What is required:
Return all entries precisely as they stand, without the images.

Data for processing:
==============================

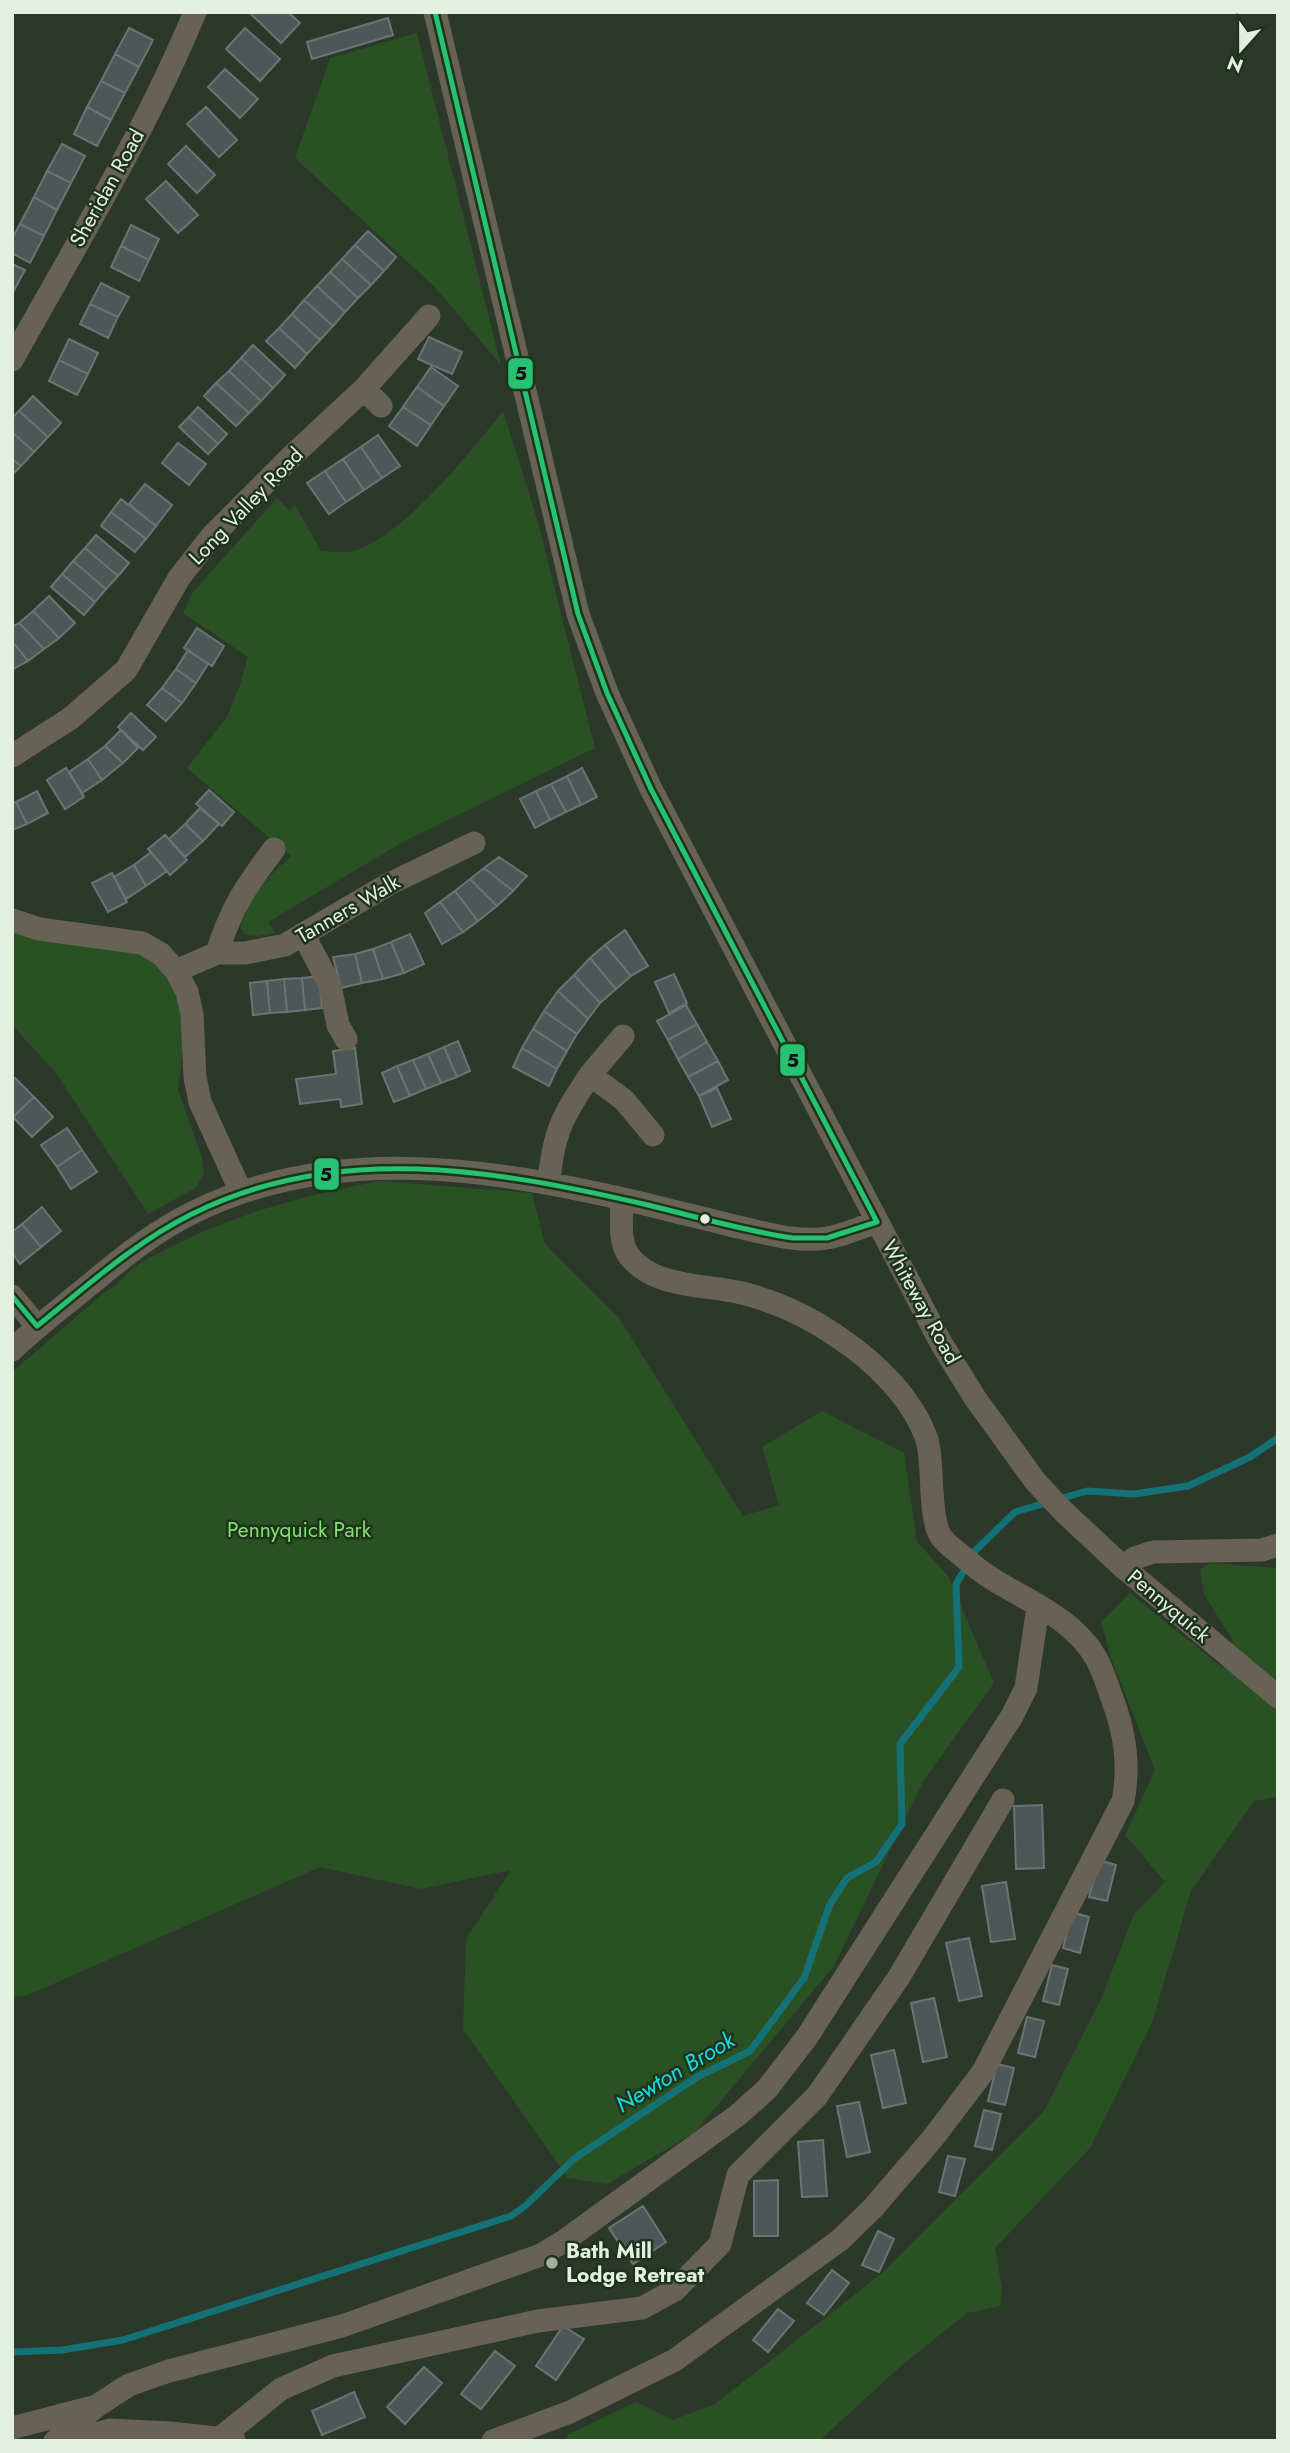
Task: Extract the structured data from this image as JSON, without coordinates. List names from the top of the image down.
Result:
{
  "streets": {
    "street": [
      "Sheridan Road",
      "Long Valley Road",
      "Tanners Walk",
      "Whiteway Road",
      "Pennyquick"
    ]
  },
  "crossings": [
    ["Whiteway Road", "Pennyquick"]
  ],
  "water": ["Newton Brook"],
  "parks": ["Pennyquick Park"],
  "places": ["Bath Mill Lodge Retreat"],
  "lines": ["transit line 5"],
  "north": "bottom"
}
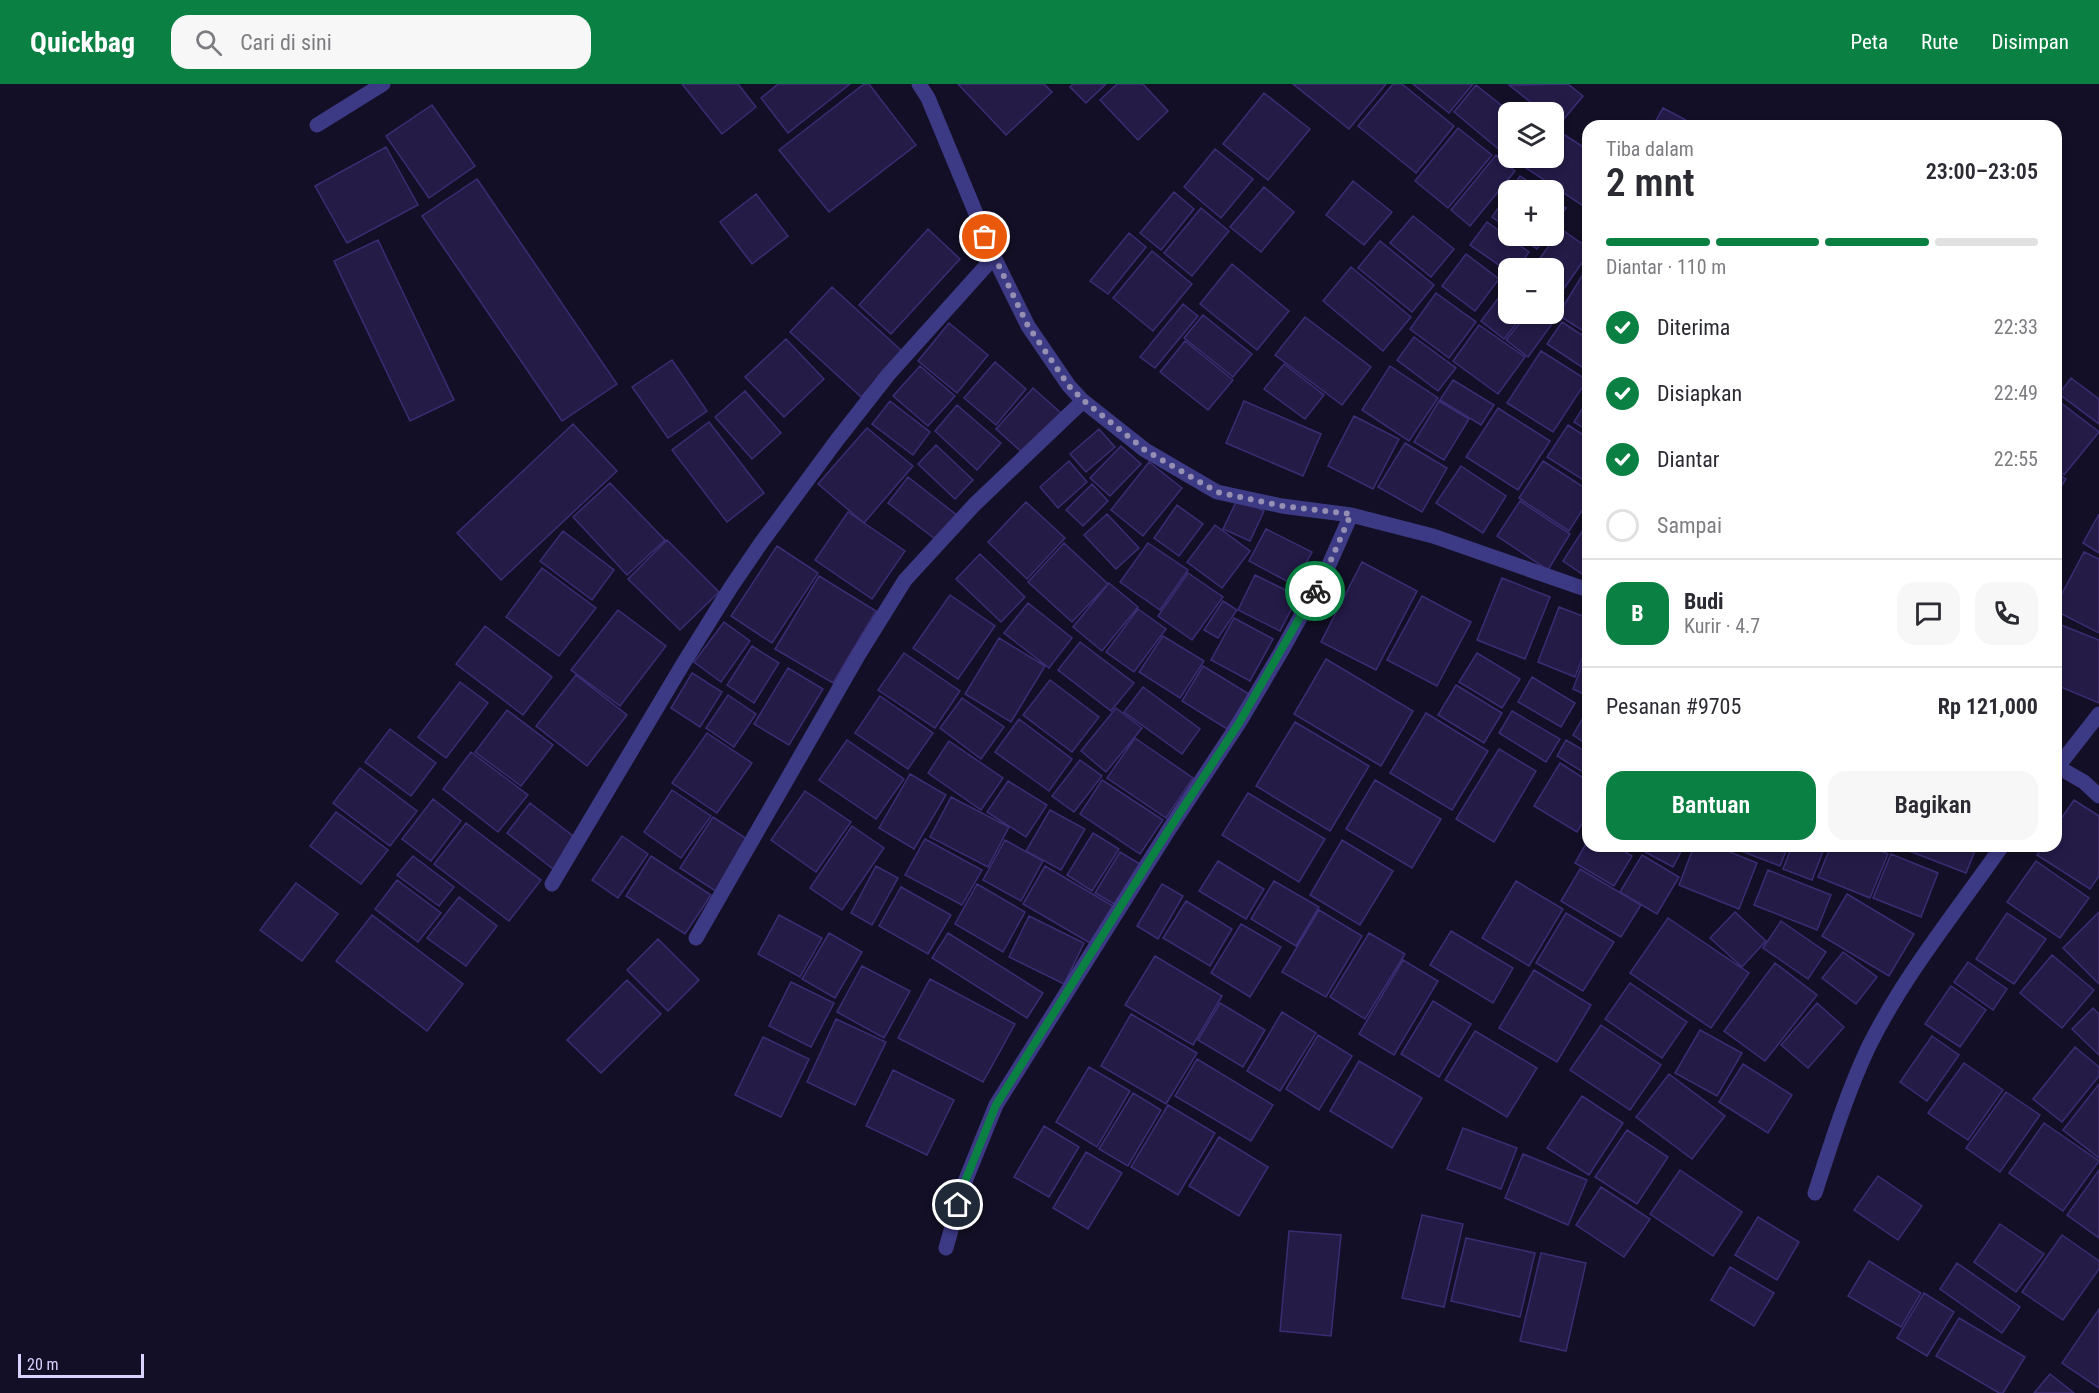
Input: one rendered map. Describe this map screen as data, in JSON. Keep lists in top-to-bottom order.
{
  "scale_bar": "20 m",
  "page": {
    "header": "Quickbag",
    "search": "Cari di sini",
    "nav": ["Peta", "Rute", "Disimpan"],
    "map_buttons": ["+", "−"],
    "heading": ["2 mnt", "Tiba dalam", "23:00–23:05"],
    "panel": [
      "Budi",
      "Kurir · 4.7",
      "Pesanan #9705",
      "Rp 121,000"
    ],
    "bar": "Diantar · 110 m",
    "list": [
      ["Diterima", "22:33"],
      ["Disiapkan", "22:49"],
      ["Diantar", "22:55"],
      "Sampai"
    ],
    "round": "B",
    "buttons": ["Bantuan", "Bagikan"],
    "scale": "20 m"
  }
}
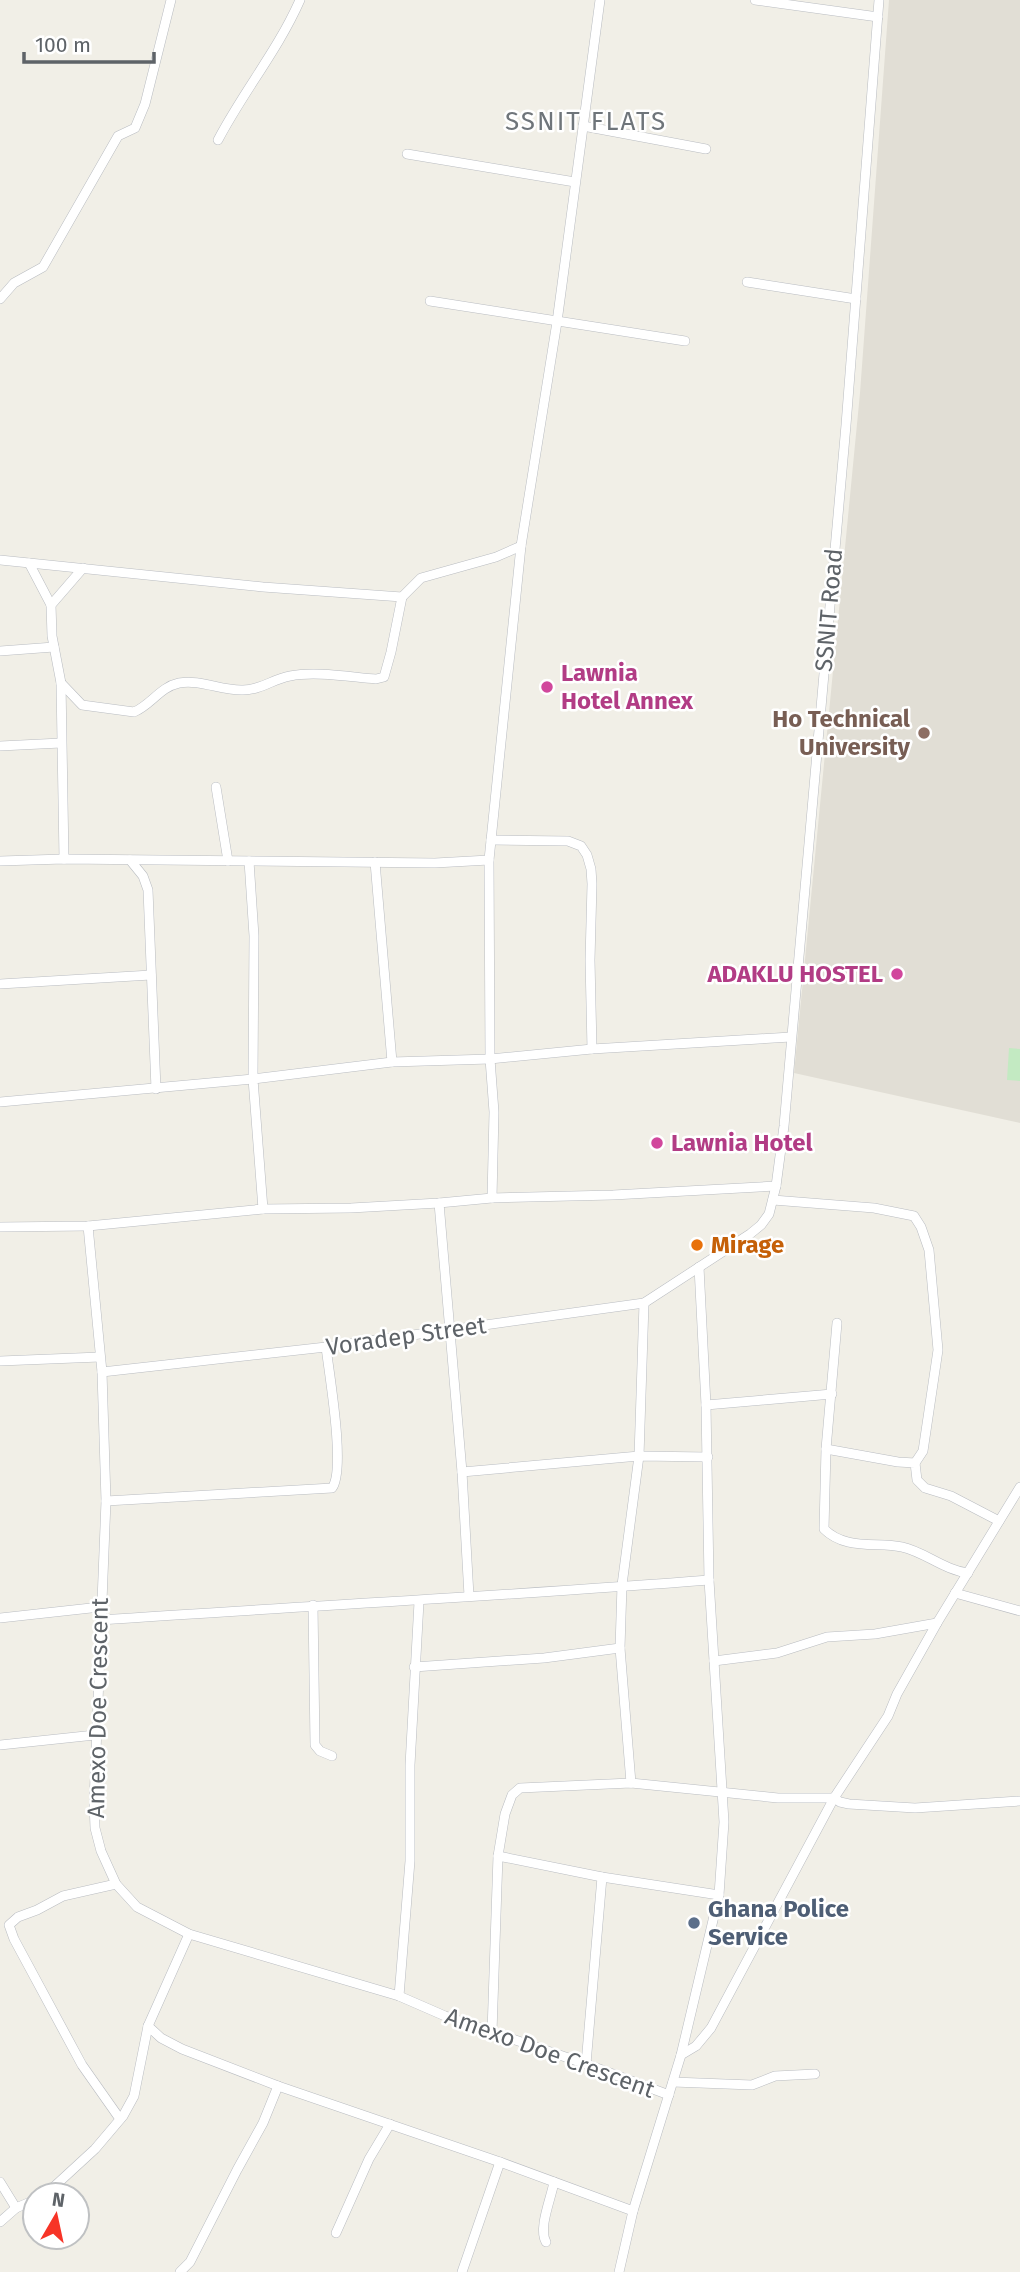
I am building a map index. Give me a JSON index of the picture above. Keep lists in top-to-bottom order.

==============================

The completed task:
Task: Extract the structured data from this image as JSON, without coordinates. List names from the top of the image down.
Result:
{
  "streets": {
    "street": [
      "Sheridan Road",
      "Long Valley Road",
      "Tanners Walk",
      "Whiteway Road",
      "Pennyquick"
    ]
  },
  "crossings": [
    ["Whiteway Road", "Pennyquick"]
  ],
  "water": ["Newton Brook"],
  "parks": ["Pennyquick Park"],
  "places": ["Bath Mill Lodge Retreat"],
  "lines": ["transit line 5"],
  "north": "bottom"
}
Input: one rendered map. Describe this map screen as data, in JSON. Keep lists in top-to-bottom order.
{
  "scale_bar": "20 m",
  "page": {
    "header": "Quickbag",
    "search": "Cari di sini",
    "nav": ["Peta", "Rute", "Disimpan"],
    "map_buttons": ["+", "−"],
    "heading": ["2 mnt", "Tiba dalam", "23:00–23:05"],
    "panel": [
      "Budi",
      "Kurir · 4.7",
      "Pesanan #9705",
      "Rp 121,000"
    ],
    "bar": "Diantar · 110 m",
    "list": [
      ["Diterima", "22:33"],
      ["Disiapkan", "22:49"],
      ["Diantar", "22:55"],
      "Sampai"
    ],
    "round": "B",
    "buttons": ["Bantuan", "Bagikan"],
    "scale": "20 m"
  }
}
I am building a map index. Give me a JSON index of the picture above. Keep lists in top-to-bottom order.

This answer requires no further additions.